- Interactive map of Love Shack

Restaurant information
- Location: 1645 Northwest 21st Avenue, Portland, Multnomah, Oregon, 97209, United States
- Coordinates: 45°32′04″N 122°41′42″W﻿ / ﻿45.5345°N 122.6950°W
- Website: theloveshackpdx.com

= Love Shack (bar) =

Bar in Portland, Oregon, U.S.

The Love Shack is a bar and restaurant in Portland, Oregon, United States. It is a companion establishment to G-Love.

== Description ==
The tropical-themed bar and restaurant Love Shack operates on 21st Avenue in the Slabtown district of Northwest Portland's Northwest District.
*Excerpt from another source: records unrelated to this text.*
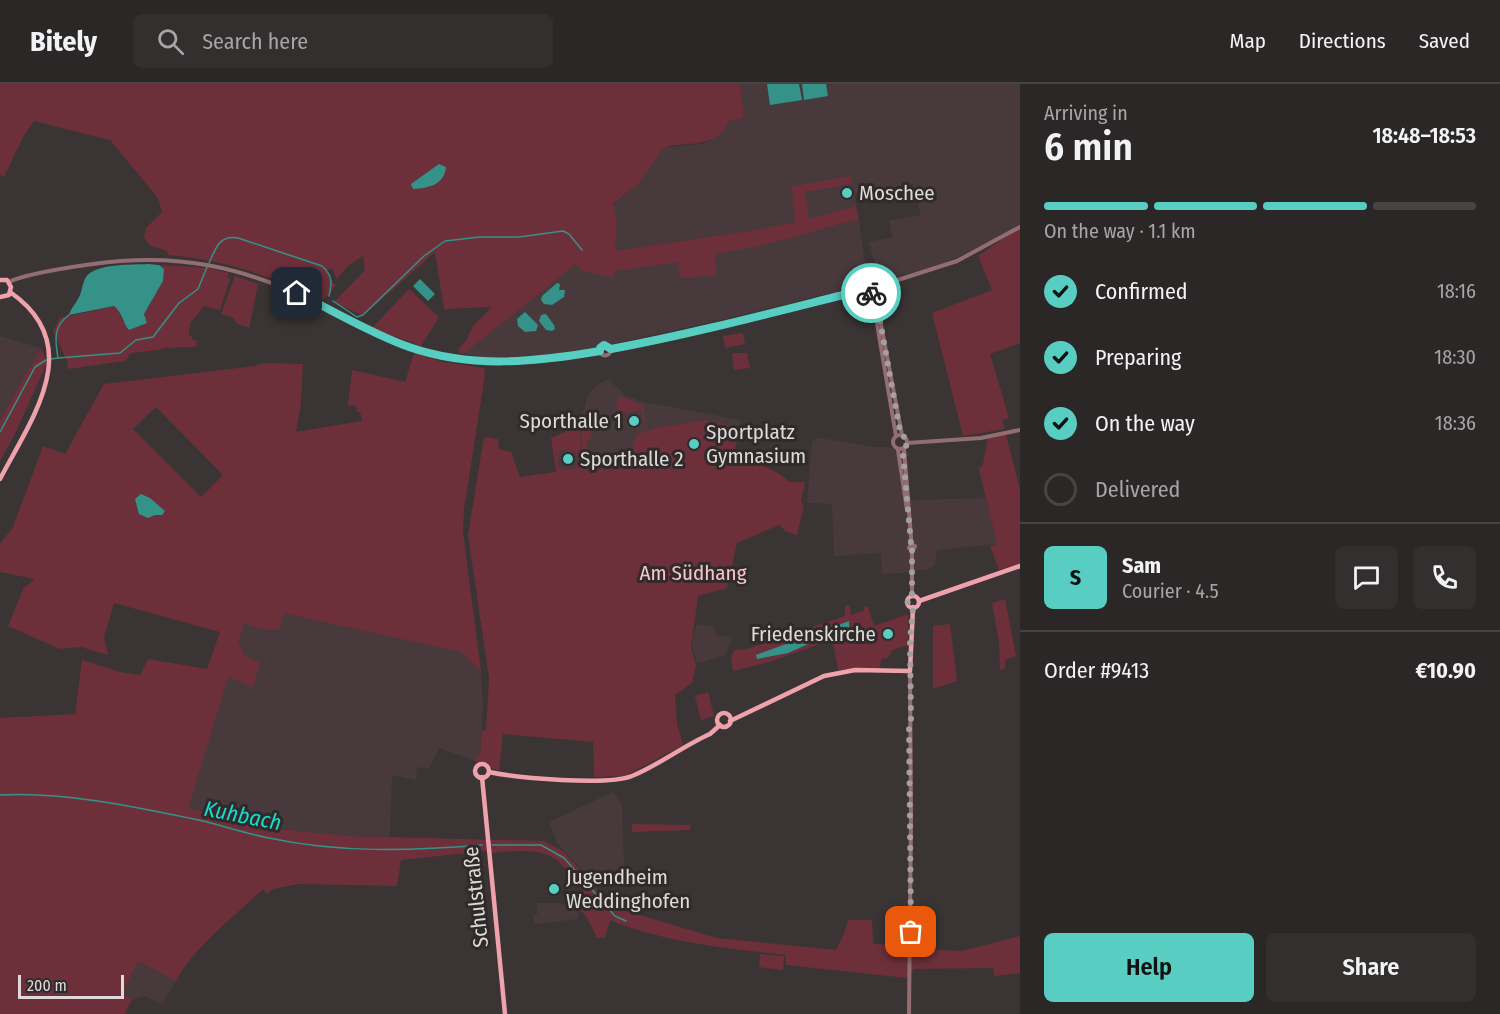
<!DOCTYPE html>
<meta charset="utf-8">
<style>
body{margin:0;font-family:"Fira Sans Condensed",sans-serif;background:#342f2f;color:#f1f3f6;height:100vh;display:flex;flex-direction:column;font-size:22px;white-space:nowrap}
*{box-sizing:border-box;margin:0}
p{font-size:20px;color:#a6a5a7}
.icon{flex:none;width:33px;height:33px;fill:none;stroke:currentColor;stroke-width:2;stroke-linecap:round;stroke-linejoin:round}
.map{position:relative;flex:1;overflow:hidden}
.sheet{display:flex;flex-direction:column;background:#2c2727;width:480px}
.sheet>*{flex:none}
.scale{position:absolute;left:18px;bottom:15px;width:106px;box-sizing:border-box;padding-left:6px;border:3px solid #dedada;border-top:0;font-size:16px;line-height:21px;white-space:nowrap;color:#dedada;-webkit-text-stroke:4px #302a2a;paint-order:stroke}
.pin{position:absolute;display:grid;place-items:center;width:51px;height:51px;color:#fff;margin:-26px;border-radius:12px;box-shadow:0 3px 9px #0006}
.courier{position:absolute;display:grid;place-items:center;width:60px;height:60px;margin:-30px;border:4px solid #57cec1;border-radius:50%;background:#fff;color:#222;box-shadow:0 2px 8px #0007}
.head em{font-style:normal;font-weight:600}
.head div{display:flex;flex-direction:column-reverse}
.head{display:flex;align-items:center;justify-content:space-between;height:102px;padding:0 24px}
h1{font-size:39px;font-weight:600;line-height:45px}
.bar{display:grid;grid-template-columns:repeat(4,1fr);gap:9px 6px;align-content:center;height:72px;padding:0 24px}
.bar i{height:8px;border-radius:4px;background:#484444}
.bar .active{background:#57cec1}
.bar p{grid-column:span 4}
.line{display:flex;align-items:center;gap:15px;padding:0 24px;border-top:2px solid #484444}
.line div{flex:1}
.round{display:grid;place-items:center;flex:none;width:63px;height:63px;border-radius:9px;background:#342f2f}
ol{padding:0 24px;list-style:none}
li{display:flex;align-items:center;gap:18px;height:66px}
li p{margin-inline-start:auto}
li .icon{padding:6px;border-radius:50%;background:#57cec1;color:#111;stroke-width:4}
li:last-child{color:#a6a5a7}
li i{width:33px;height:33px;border:3px solid #484444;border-radius:50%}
.primary-button{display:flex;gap:12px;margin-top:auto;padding:12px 24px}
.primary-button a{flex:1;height:69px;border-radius:9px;background:#57cec1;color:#111;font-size:24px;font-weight:600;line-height:69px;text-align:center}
.primary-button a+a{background:#342f2f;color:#f1f3f6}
header{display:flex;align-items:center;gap:36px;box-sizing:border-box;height:84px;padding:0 30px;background:#2c2727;border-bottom:2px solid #484444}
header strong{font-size:28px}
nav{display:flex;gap:33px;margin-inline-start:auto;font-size:21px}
.search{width:420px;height:54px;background:#342f2f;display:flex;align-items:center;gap:15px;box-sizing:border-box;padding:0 21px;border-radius:9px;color:#a6a5a7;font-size:22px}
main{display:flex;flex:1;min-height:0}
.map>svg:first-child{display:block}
</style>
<header>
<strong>Bitely</strong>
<div class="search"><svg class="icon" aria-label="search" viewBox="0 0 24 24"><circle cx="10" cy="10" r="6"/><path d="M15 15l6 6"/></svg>Search here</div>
<nav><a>Map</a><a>Directions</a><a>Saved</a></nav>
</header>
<main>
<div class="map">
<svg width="1020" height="930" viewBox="0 0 1020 930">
<rect width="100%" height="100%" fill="#3a3434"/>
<g fill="#483a3c">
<path d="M740,0H1020V143L956,174L932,183L884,196L878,192L869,158L892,153L889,136L921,131L913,100L855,110L856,122L809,136L805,108L852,100L850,92L793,102L795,138L756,146L615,167L617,139L613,121L639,99L662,64L702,60L711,56L726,43L729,37L744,34Z"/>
<path d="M859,135L867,195L863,201L725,235L571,269L528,276L488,275L464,270L577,179L615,187L764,161Z"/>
<path d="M0,252L41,264L0,336Z"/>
<path d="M608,295L626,312L644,318L741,336L734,368L607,386L557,388L551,354L580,341L588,311L597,301Z"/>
<path d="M820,354L875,363H888L910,369L907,374L911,416L986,414L997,460L937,466L935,481L928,485L902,489L882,490L881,469L834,472L832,420L807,419L812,358Z"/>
<path d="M248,521L461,568L481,588L483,622L480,672L473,676L439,664L429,685L417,683L416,696L392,691L390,753L349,752L278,745L187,724Z"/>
<path d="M696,540L715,543L716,551L732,553L725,571L697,580L692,563Z"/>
<path d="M613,708L622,720L624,783L590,795L557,759L549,738Z"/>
<path d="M537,819H559L575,822L580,826L578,835L535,840L533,831H537Z"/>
<path d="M138,877L176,897L162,920L144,912L132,915L122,910Z"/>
</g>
<g fill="#6d303b" fill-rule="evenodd">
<path d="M0,0H740L744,34L729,37C716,67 686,56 663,64L639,99L613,120L617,139L615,167L756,146L795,138L792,102L851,92L852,100L805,108L809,135L856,122L859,135L764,161L715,170L716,191L680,194L678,178L615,187L613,194L581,186L576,180L464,270L459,269V264L466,257L473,242L492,223L444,225L435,168L363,232L338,220L335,217L365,186L363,172L348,182L337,195L332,184L327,187L333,199L336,201L324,215L319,216C270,191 224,176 168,171L167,167L151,162L144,154L146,144L162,128L158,114L110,56L34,37L23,53L4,93L0,91Z"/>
<path d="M1020,143V259L990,270L1009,334L1002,336L1005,345L963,352L932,229L992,206L978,172Z"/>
<path d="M159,181L208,184L229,189L227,193L230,195L220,226L204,222L190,239L189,252H192V256L197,257L196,263L164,264L159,266L131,269L125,277L68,285L67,277L53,247L60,234L114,222L119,226L123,238L147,239L144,230L163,197L164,185Z"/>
<path d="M235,192L258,200L249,244L236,239L234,234L221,230Z"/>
<path d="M409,205L439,233L421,262L372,244Z"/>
<path d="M743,249L745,260L725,264L723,252Z"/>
<path d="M41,264L47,279L15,350L0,377V336Z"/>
<path d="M414,269L443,278L484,284L485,291L464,425L463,447L481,588L461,568L283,529L280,545H262L244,539L238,558L245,572L260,579L253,603L228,593L188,724L278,745L349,752L544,757L564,768L602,811L612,821L623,826L717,854L836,866L844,850L848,836H872L873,860L906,861L907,871H915L914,865L962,867L1020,852V889L994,892L993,884L914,885L907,894L786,881L785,871C726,864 666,859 610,836L605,854H597C589,838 584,823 566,817L564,812L583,807C575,797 567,786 558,777C539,762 510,768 487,769L486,767L401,776L397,802L298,800L273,805L267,810L263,805C235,832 194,863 176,897L138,877L122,910L132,915L125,930H0V634L75,630L82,576L120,588L140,591L148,575L207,585L220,548L114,519L104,553L108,571L81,563L60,565L8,542L24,503L32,498L34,495L0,488V460L13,443L43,362L65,370L104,300L255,282L264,279L303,280L301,319L296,348L362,337L360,328H357L356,321L348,322L352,286L405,298ZM156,323L223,391L201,413L133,345Z"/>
<path d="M732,269H747L750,284L734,286Z"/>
<path d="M620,312L643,321L646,345L636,347L645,344L642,326L619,330L617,319Z"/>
<path d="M593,327L594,336L589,337L592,358L590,355L586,356L590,379L600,380L599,375L605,374L606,384L589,385L585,383L584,380L581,354L586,328Z"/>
<path d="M706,336L740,344L734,368L778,389L790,398H805L801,418L804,422L797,451L786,447L779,441L737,459L727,504L698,512L691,564L696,581L692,599L675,611L677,640L683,661L625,692L594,693L593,658L503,650L499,687L473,676L480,672L482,646L486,647L489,594L468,451L484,353L498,355L499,365L511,368L520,393L556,388L551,354L580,341L581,375H577L575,367L571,370L568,365L559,367L560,374H557L559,383H561L562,386L576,384V379L582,378L583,385L589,387L625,384L628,380L632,379L633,382L636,381L637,374L655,370L635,372L633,357L636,356V351L656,344Z"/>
<path d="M1006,351L1020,406V480L999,486L990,462L997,460L979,385L983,380L988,354Z"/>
<path d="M1005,515L1016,572L1005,576V584L1000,586L999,558L992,519Z"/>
<path d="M850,521L851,531L864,526V522L868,523L874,542L908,530V561L892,566L888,574L881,575L880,584L838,586L834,562L829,557L769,578L733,587L731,575L734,566L747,565L845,532V522Z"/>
<path d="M950,540L957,597L933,605V542Z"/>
<path d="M708,608L714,632L701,636L695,612Z"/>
<path d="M632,740L691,741L690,746L632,748Z"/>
<path d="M760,870L784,872L783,886L759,883Z"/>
</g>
<g fill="#349288">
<path d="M767,0H799L802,16L770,21Z"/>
<path d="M802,0H826L828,12L804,16Z"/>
<path d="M439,80L446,83C444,101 429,104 413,105L411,100Z"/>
<path d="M148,180L159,181L164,185L163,197L144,230L147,239L129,246C123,239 122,228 114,222L69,231C71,224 75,221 78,215C82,209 82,199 86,193C96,179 132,181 148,180Z"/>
<path d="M420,195L435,210L428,217L413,202Z"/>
<path d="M557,199L560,200L559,206H565L564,213L552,221L544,220L541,216L542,212Z"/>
<path d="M525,228L538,241L536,247L525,248L518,242L517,235Z"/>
<path d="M546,230L554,241L555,245L552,247L546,246L539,237L541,231Z"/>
<path d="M141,410L150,414L165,427L162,431H155L148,434L139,430L135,415Z"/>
<path d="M849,537V544L829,551L828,554L815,557L788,569L757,575L756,571Z"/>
</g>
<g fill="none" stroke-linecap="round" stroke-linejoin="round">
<g stroke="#349288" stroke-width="1.5">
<path d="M209,179C216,164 219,151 238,154L322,182C333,192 332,199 329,212"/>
<path d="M333,217L357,233L363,231L424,172L445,157L480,153H519L563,147L569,150L582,166"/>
<path d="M58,274L120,269L136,256L153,253L179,219L198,205L207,183"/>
<path d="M51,275L58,274C55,256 53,242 69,231"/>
<path d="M0,348L35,283L46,276"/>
<path d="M0,711C65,708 131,722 194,735C219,740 243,749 269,754C338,769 411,767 482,761"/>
<path d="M492,761H541L564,774L615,832L626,837"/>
</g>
<g stroke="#946d72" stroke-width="4">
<circle cx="873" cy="204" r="6"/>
<path d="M9,198C27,189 72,183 93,180C178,168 246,183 321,221C356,238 390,259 429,269C486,284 542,277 600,267"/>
<path d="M879,202L957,177L1020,143"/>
<path d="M875,209L902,351"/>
<path d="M872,210L896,352"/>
<circle cx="605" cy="266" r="5.5"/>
<path d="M611,265L732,239L867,205"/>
<circle cx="900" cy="358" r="7"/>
<path d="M907,359L981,354L1020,346"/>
<path d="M904,365L911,453V460L909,464L913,466L915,462L911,460"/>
<path d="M898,366L907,426"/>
<path d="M912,512V467"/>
<path d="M909,930L911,734L910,587"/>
</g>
<g stroke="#f0a2ac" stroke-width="4.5">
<path d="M0,196H7L11,203L9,211L0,213"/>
<path d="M0,395C32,334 87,261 10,208"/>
<circle cx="913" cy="518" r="6"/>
<path d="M919,517L1020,482"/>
<circle cx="724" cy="636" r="7"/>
<path d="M730,637L824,592L855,586L910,587L913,523"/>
<circle cx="482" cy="687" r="7"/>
<path d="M489,688C517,694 607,702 632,692C659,681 683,662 710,650L720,641"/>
<path d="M482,693L505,930"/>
</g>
</g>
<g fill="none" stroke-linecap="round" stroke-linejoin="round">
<path stroke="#a5a0a0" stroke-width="6" stroke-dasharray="0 10.8" d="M871,209H875L900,347L908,359L904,365L903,370L911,460L909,464L912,466V512L907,517L909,521L913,524L910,557L911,635L909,641L911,848"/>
<path stroke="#57cec1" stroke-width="8" d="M297,209C334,227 370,249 409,263C472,285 535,278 600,267V264L604,261L611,265C697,249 782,226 867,205L871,209"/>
</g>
<g fill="#57cec1" stroke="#302a2a" stroke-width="2">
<circle cx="847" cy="109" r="6"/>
<circle cx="634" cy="337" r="6"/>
<circle cx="694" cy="360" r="6"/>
<circle cx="568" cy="375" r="6"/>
<circle cx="888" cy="550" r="6"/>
<circle cx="554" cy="805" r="6"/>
</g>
<g text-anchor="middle" stroke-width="6" stroke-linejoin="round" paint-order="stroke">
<g font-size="21" fill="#dedada" stroke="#302a2a" text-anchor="start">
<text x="859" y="116">Moschee</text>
<text x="622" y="344" text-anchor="end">Sporthalle 1</text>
<text x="706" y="355">Sportplatz<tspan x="706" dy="24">Gymnasium</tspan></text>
<text x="580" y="382">Sporthalle 2</text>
<text x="876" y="557" text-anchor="end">Friedenskirche</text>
<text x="566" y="800">Jugendheim<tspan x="566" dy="24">Weddinghofen</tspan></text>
</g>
<g font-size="21" fill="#f4c4c9" stroke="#302a2a">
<text x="693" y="496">Am Südhang</text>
</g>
<g font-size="21" fill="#dedada" stroke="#302a2a">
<text transform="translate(476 813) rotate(-96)" y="7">Schulstraße</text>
</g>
<g font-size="22" font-style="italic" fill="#14dece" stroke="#302a2a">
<text transform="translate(243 731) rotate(11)" y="8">Kuhbach</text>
</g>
</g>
</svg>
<div class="scale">200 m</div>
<div class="pin" style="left:911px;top:848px;background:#ea580c"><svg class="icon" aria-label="bag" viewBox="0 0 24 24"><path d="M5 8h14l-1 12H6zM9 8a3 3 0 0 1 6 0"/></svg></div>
<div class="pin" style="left:297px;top:209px;background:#1f2937"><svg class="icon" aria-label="home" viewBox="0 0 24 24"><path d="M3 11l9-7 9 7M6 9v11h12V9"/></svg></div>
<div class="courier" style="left:871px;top:209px"><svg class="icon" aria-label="bike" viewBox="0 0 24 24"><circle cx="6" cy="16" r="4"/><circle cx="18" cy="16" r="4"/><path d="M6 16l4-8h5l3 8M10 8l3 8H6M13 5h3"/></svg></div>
</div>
<section class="sheet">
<div class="head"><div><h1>6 min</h1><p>Arriving in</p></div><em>18:48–18:53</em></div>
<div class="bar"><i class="active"></i><i class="active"></i><i class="active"></i><i></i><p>On the way · 1.1 km</p></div>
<ol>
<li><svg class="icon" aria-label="check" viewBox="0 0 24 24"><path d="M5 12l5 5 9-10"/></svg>Confirmed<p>18:16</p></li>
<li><svg class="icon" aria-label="check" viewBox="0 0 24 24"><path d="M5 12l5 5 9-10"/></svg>Preparing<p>18:30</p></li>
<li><svg class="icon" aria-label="check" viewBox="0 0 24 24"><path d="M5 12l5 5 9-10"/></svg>On the way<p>18:36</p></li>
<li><i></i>Delivered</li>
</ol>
<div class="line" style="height:108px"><b class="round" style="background:#57cec1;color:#111">S</b><div><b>Sam</b><p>Courier · 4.5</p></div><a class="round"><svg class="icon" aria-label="chat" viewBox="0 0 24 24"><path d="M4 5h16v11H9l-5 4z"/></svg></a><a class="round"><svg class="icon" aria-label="phone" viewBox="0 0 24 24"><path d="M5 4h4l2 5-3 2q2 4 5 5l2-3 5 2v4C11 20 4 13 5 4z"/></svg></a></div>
<div class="line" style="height:78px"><div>Order #9413</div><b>€10.90</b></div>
<div class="primary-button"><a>Help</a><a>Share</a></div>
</section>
</main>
The Oregonian has described the bar as "beachy". In addition to drinks, the business serves small plates. The menu includes ahi tuna wonton tacos. Drinks include Manhattans, martinis, and Negronis.

The brunch menu includes Dungeness eggs Benedict and Nashville fried chicken and waffles.

== History ==
Owner Garrett Benedict of G-Love opened the bar in February 2024. Quintin Scalfaro is the beverage director.

The Love Shack began serving brunch in February 2025.

== Reception ==
Love Shack won in the Best New Bar category of Eater Portlands annual Eater Awards in 2024. The Oregonian included the restaurant in an overview of Portland's best new brunches of 2025.